[Stored data entries]
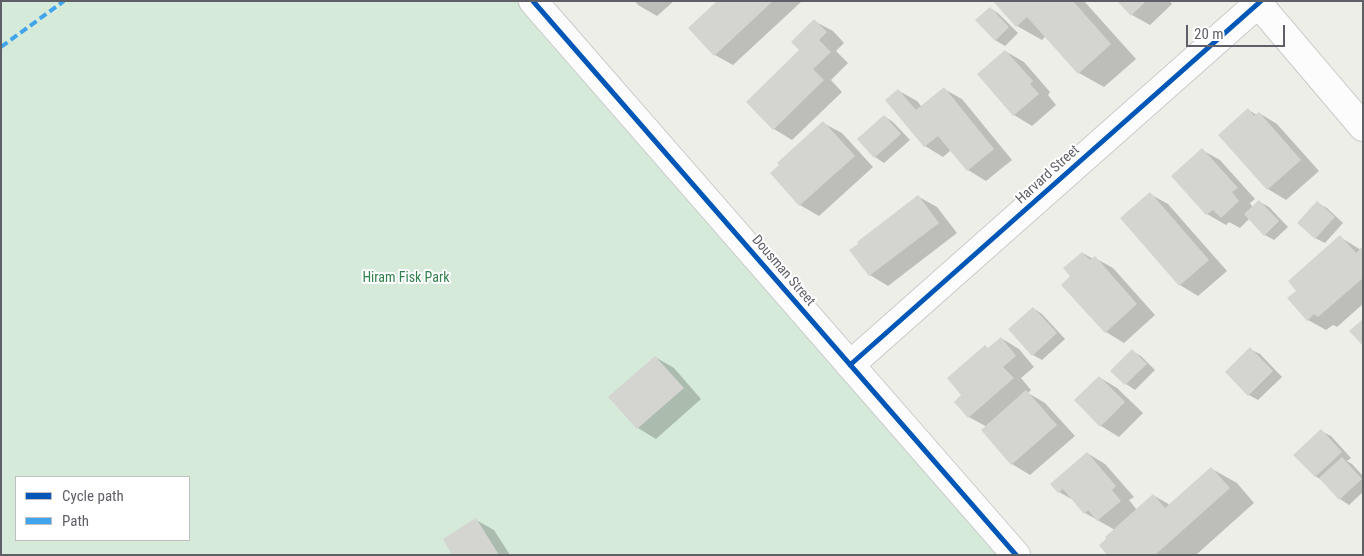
<!DOCTYPE html>
<style>
body{margin:0}
#map{position:relative;width:1364px;height:556px;overflow:hidden;background:#edeee8;font-family:"Roboto Condensed",sans-serif}
canvas{display:block}
.frame{position:absolute;inset:0;border:2px solid #5e5f67;pointer-events:none}
.legend{position:absolute;left:15px;top:476px;width:175px;height:65px;box-sizing:border-box;background:#fff;border:1px solid #bfbfc2;margin:0;padding:6px 9px;list-style:none;font-size:15px;color:#5e5f67}
.legend li{display:flex;align-items:center;gap:10px;height:25px}
.legend b{width:25px;border:1px solid #bfbfc2}
.scale{position:absolute;left:1186px;top:25px;width:99px;height:22px;box-sizing:border-box;border:2px solid #5e5f67;border-top:0;padding-left:6px;font-size:15px;line-height:18px;white-space:nowrap;color:#5e5f67;-webkit-text-stroke:4px #fff;paint-order:stroke}
</style>
<div id="map">
<canvas width="1364" height="556"></canvas>
<div class="frame"></div>
<ul class="legend">
<li><b style="height:6px;background:#0057b8"></b>Cycle path</li>
<li><b style="height:6px;background:#41a5ee"></b>Path</li>
</ul>
<div class="scale">20 m</div>
</div>
<script>
const g = document.querySelector('canvas').getContext('2d');
g.lineJoin = 'round';
function paint(path, color) { g.fillStyle = color; g.fill(path, 'evenodd'); }
function strokePath(path, color, width, dash) { g.strokeStyle = color; g.lineWidth = width; g.lineCap = dash ? 'butt' : 'round'; g.setLineDash(dash || []); g.stroke(path); }
function write(font, color, halo, rows, align = 'center') {
  g.font = font + ' "Roboto Condensed",sans-serif'; g.lineWidth = 4; g.setLineDash([]); g.textBaseline = 'middle'; g.strokeStyle = halo; g.fillStyle = color; for (const [text, x, y, turn = 0] of rows) {
    g.save(); g.translate(x, y); g.rotate((+turn || 0) * Math.PI / 180); g.textAlign = isNaN(turn) ? turn : align; if (halo) g.strokeText(text, 0, 0); g.fillText(text, 0, 0); g.restore();
  }
}
const green = new Path2D(`
 M1,1H533L1016,555H1ZM16,477H189V540H16Z`);
const shadow = new Path2D(`
 M635,1H674L657,16L638,5Z
 M719,1H800L801,2L733,65L715,55Z
 M995,1H1084L1136,59L1104,87L1079,73L1046,36L1042,40L1017,26Z
 M1119,1H1170L1172,4L1150,25L1132,15Z
 M990,8L999,14L1018,33L1005,46L995,40Z
 M814,21L833,31L844,43L836,51L848,63L831,80L842,92L792,140L774,129L747,102L801,50Z
 M1005,51L1024,62L1050,92L1048,95L1056,105L1032,126L1014,115L979,75Z
 M944,89L962,99L1012,160L986,181L968,170L951,150L943,157L925,146L899,91L917,101L922,107Z
 M1248,110L1257,115L1259,113L1277,124L1319,171L1286,200L1268,189Z
 M884,116L893,122L910,140L884,163L875,157L859,139Z
 M823,123L842,133L873,167L819,216L800,205L772,173Z
 M1202,150L1220,160L1255,199L1250,203L1253,208L1260,202L1269,207L1288,227L1274,240L1265,235L1250,218L1240,228L1229,222L1226,225L1207,214Z
 M1150,194L1168,204L1227,271L1198,296L1180,285Z
 M919,197L937,207L957,233L888,286L870,275Z
 M1317,203L1327,208L1343,223L1325,243L1315,238Z
 M1340,237L1361,250L1363,248V304L1337,327L1333,325L1326,330L1308,320L1297,291Z
 M1083,253L1093,259L1095,258L1113,268L1155,315L1124,343L1106,332L1072,277Z
 M1033,308L1042,314L1065,339L1042,360L1033,355Z
 M1001,338L1019,349L1034,367L1021,378L1031,390L1028,393L1045,403L1075,436L1030,475L1012,464L983,430L987,427L969,417L956,402L963,395L989,349Z
 M1250,349L1260,354L1282,377L1258,400L1249,395Z
 M1132,351L1141,356L1155,370L1135,390L1126,384L1112,371Z
 M655,357L674,368L701,399L656,439L638,428Z
 M1099,377L1117,388L1143,413L1119,437L1101,426Z
 M1321,431L1331,436L1351,458L1347,461L1352,464L1363,476V492L1349,505L1340,499L1323,481L1315,476Z
 M1087,453L1105,464L1134,497L1129,500L1137,510L1153,495L1170,505L1212,469L1237,483L1254,503L1197,554L1199,555H1109L1115,530L1085,513L1075,501L1059,492Z
 M476,520L494,530L510,555H454Z`);
const building = new Path2D(`
 M717,1H773L714,56L688,28Z
 M993,1H1073L1111,44L1078,74L1027,17L1016,27Z
 M1117,1H1146L1131,16Z
 M990,7L1009,27L995,41L975,20Z
 M814,19L827,32L819,40L831,52L813,69L824,80L773,130L746,102L799,50L791,42Z
 M1005,50L1033,81L1030,84L1039,94L1013,116L977,74Z
 M944,87L994,149L967,171L938,136L924,147L885,100L898,89L916,110Z
 M1248,108L1254,116L1259,112L1301,160L1267,190L1218,135Z
 M884,115L901,134L874,158L857,139Z
 M823,121L855,156L799,206L770,173L779,165L777,163Z
 M1202,148L1238,188L1232,192L1239,201L1221,218L1213,210L1206,215L1171,176Z
 M1150,192L1209,260L1179,286L1120,218Z
 M918,195L939,223L869,276L849,250L858,244L857,242Z
 M1259,200L1279,221L1264,236L1244,214Z
 M1317,201L1335,217L1315,239L1297,223Z
 M1340,235L1356,253L1363,246V278L1318,317L1314,314L1307,321L1287,298L1296,291L1288,281Z
 M1082,252L1090,260L1095,256L1137,304L1105,333L1061,285L1070,276L1063,268Z
 M1033,307L1057,333L1032,356L1008,329Z
 M1363,319V346L1349,331Z
 M1001,337L1016,356L1003,367L1014,378L968,418L954,402L961,395L947,378L985,345L988,348Z
 M1250,347L1273,371L1248,396L1225,372Z
 M1132,349L1147,364L1125,385L1110,371Z
 M655,356L684,388L637,429L608,397Z
 M1099,376L1125,402L1100,427L1074,400Z
 M1026,390L1057,425L1011,465L981,430Z
 M1321,429L1342,452L1315,477L1293,455Z
 M1087,452L1116,486L1112,490L1121,501L1097,521L1088,510L1084,514L1063,489L1058,493L1050,484Z
 M1342,457L1362,479L1339,500L1319,478Z
 M1211,467L1230,488L1155,555H1107L1099,545L1106,539L1105,537L1153,494L1165,508Z
 M476,518L499,555H452L443,539Z`);
const street = new Path2D(`
 M1256,1L1363,127
 M850,365L1261,1`);
const secondary = new Path2D(`
 M533,1L1016,555`);
const quiet = new Path2D(`
 M1,47L64,1`);
const cycleway = new Path2D(`
 M533,1L1016,555
 M850,365L1261,1`);
const streetNames = [
 ["Harvard Street",1048,175,-42],
 ["Dousman Street",783,271,49]
];
const parkNames = [
 ["Hiram Fisk Park",406,278]
];
paint(green, '#d6eada');
paint(shadow, '#0003');
paint(building, '#d4d5d1');
strokePath(street, '#cbccca', 30);
strokePath(secondary, '#cacbca', 30);
strokePath(street, '#fcfcfc', 28);
strokePath(secondary, '#fcfcfc', 28);
strokePath(quiet, '#41a5ee', 4, [8, 4]);
strokePath(cycleway, '#0057b8', 5);
write('14px', '#5e5f67', '#fff', streetNames);
write('14px', '#338050', '#fff', parkNames);
</script>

Work required => Go back to the entries above and restate word for word every line from the first through the one that contains "function write(font, color, halo, rows, align", leaving the pictures behind.

Written answer =>
<!DOCTYPE html>
<style>
body{margin:0}
#map{position:relative;width:1364px;height:556px;overflow:hidden;background:#edeee8;font-family:"Roboto Condensed",sans-serif}
canvas{display:block}
.frame{position:absolute;inset:0;border:2px solid #5e5f67;pointer-events:none}
.legend{position:absolute;left:15px;top:476px;width:175px;height:65px;box-sizing:border-box;background:#fff;border:1px solid #bfbfc2;margin:0;padding:6px 9px;list-style:none;font-size:15px;color:#5e5f67}
.legend li{display:flex;align-items:center;gap:10px;height:25px}
.legend b{width:25px;border:1px solid #bfbfc2}
.scale{position:absolute;left:1186px;top:25px;width:99px;height:22px;box-sizing:border-box;border:2px solid #5e5f67;border-top:0;padding-left:6px;font-size:15px;line-height:18px;white-space:nowrap;color:#5e5f67;-webkit-text-stroke:4px #fff;paint-order:stroke}
</style>
<div id="map">
<canvas width="1364" height="556"></canvas>
<div class="frame"></div>
<ul class="legend">
<li><b style="height:6px;background:#0057b8"></b>Cycle path</li>
<li><b style="height:6px;background:#41a5ee"></b>Path</li>
</ul>
<div class="scale">20 m</div>
</div>
<script>
const g = document.querySelector('canvas').getContext('2d');
g.lineJoin = 'round';
function paint(path, color) { g.fillStyle = color; g.fill(path, 'evenodd'); }
function strokePath(path, color, width, dash) { g.strokeStyle = color; g.lineWidth = width; g.lineCap = dash ? 'butt' : 'round'; g.setLineDash(dash || []); g.stroke(path); }
function write(font, color, halo, rows, align = 'center') {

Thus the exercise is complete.